» Exercise directions: Only a number is expected here: the count of lines in the data that contain "down".

[Records from a data source]
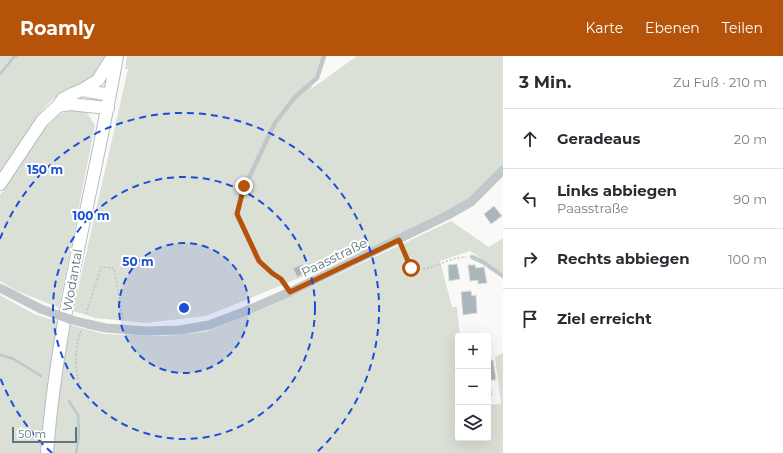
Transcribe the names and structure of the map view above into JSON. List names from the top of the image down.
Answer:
{
  "streets": {
    "main road": ["Wodantal"],
    "street": ["Paasstraße"]
  },
  "scale_bar": "50 m",
  "page": {
    "header": "Roamly",
    "nav": ["Karte", "Ebenen", "Teilen"],
    "heading": ["3 Min.", "Zu Fuß · 210 m"],
    "list": [
      ["Geradeaus", "20 m"],
      ["Links abbiegen", "Paasstraße", "90 m"],
      ["Rechts abbiegen", "100 m"],
      "Ziel erreicht"
    ],
    "map_buttons": ["+", "−"],
    "scale": "50 m"
  },
  "rings": ["150 m", "100 m", "50 m"]
}
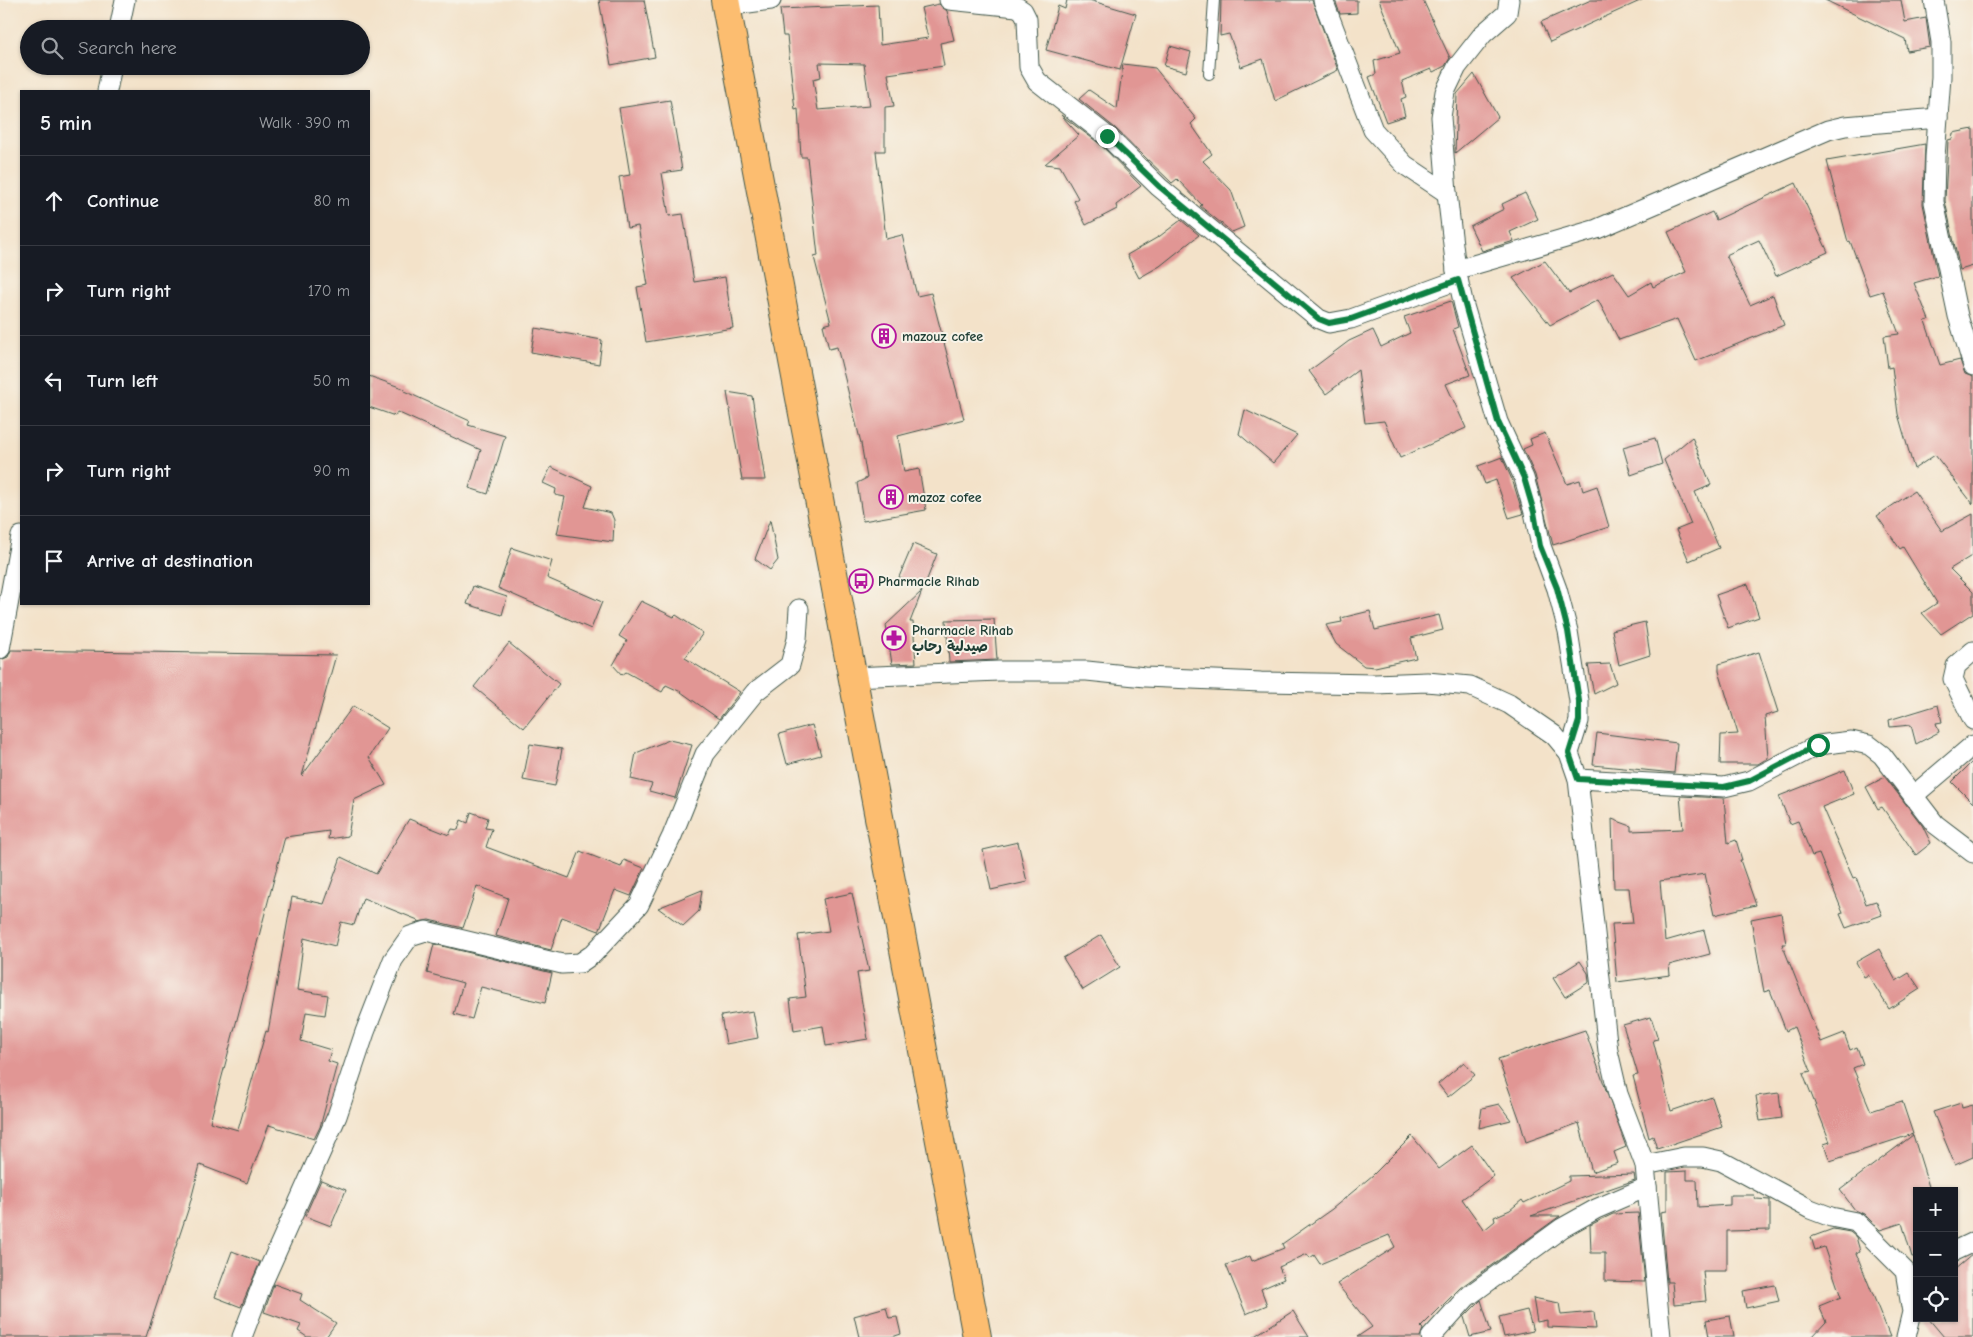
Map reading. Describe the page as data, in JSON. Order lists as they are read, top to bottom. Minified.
{"places":{"building":["mazouz cofee","mazoz cofee"],"bus stop":["Pharmacie Rihab"],"pharmacy":["Pharmacie Rihab صيدلية رحاب"]},"page":{"search":"Search here","heading":["5 min","Walk · 390 m"],"list":[["Continue","80 m"],["Turn right","170 m"],["Turn left","50 m"],["Turn right","90 m"],"Arrive at destination"],"map_buttons":["+","−"]}}
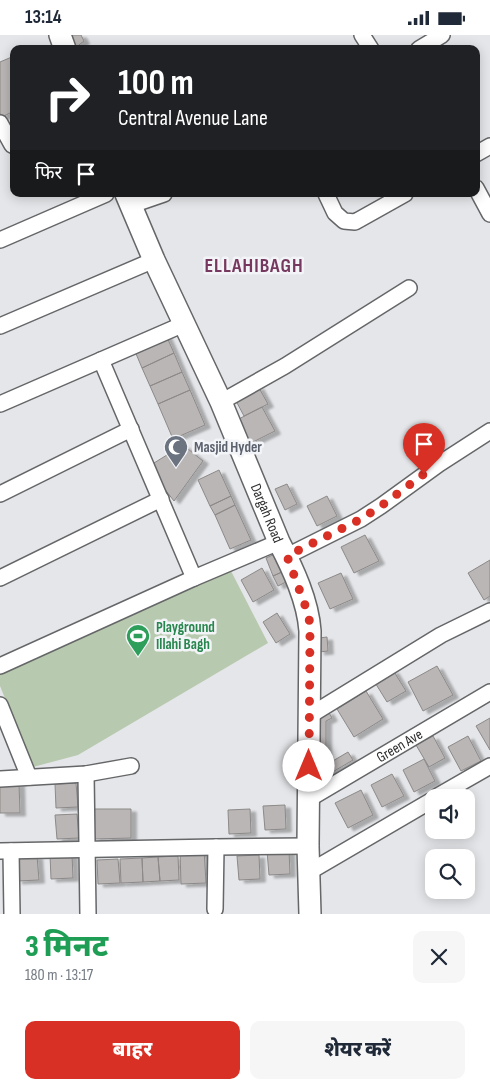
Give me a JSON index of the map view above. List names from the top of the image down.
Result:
{
  "streets": {
    "street": ["Dargah Road", "Green Ave"]
  },
  "crossings": [
    ["Dargah Road", "Green Ave"]
  ],
  "districts": ["ELLAHIBAGH"],
  "places": {
    "mosque": ["Masjid Hyder"],
    "sports": ["Playground Illahi Bagh"]
  },
  "page": {
    "status": "13:14",
    "turn": ["100 m", "Central Avenue Lane"],
    "then": "फिर",
    "heading": ["3 मिनट", "180 m · 13:17"],
    "buttons": ["बाहर", "शेयर करें"]
  }
}
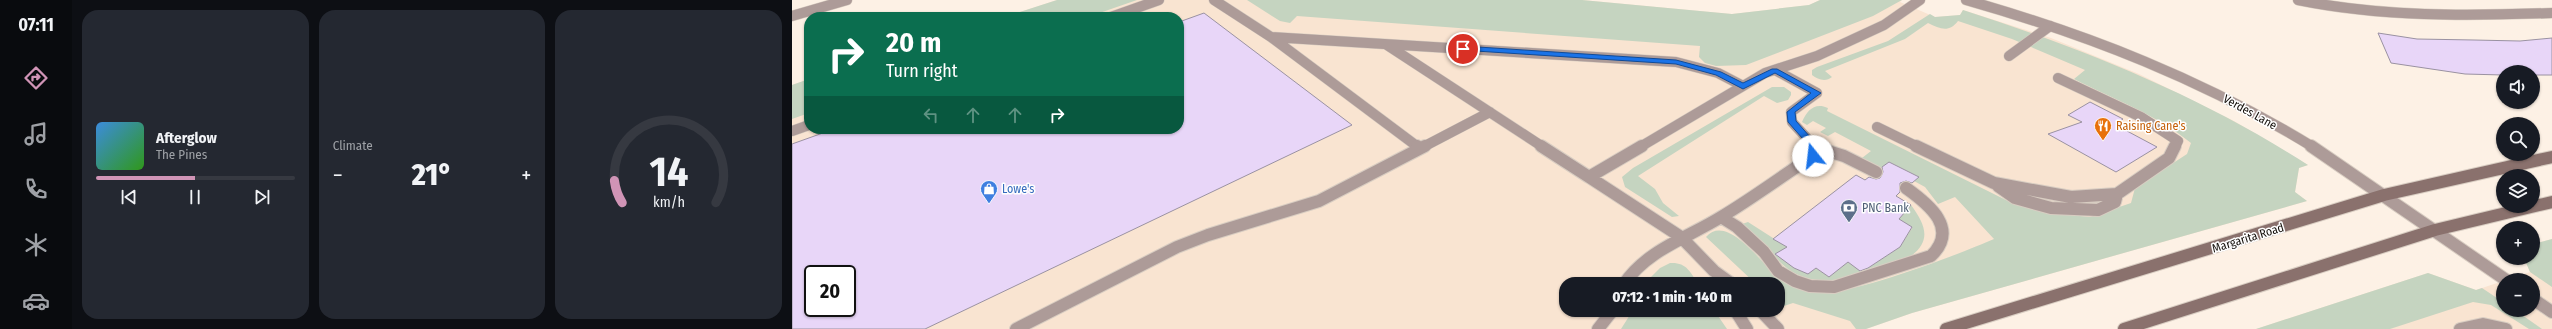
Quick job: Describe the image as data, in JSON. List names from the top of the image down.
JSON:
{
  "streets": {
    "main road": ["Margarita Road"],
    "street": ["Verdes Lane"]
  },
  "crossings": [
    ["Verdes Lane", "Margarita Road"]
  ],
  "places": {
    "restaurant": ["Raising Cane's"],
    "shop": ["Lowe's"],
    "bank": ["PNC Bank"]
  },
  "page": {
    "tabs": "07:11",
    "tile": "Climate",
    "turn": ["20 m", "Turn right"],
    "map_buttons": ["+", "−"],
    "song": ["Afterglow", "The Pines"],
    "heat": ["−", "21°", "+"],
    "limit": "20",
    "trip": "07:12 · 1 min · 140 m",
    "gauge": ["14", "km/h"]
  }
}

» Task response: 3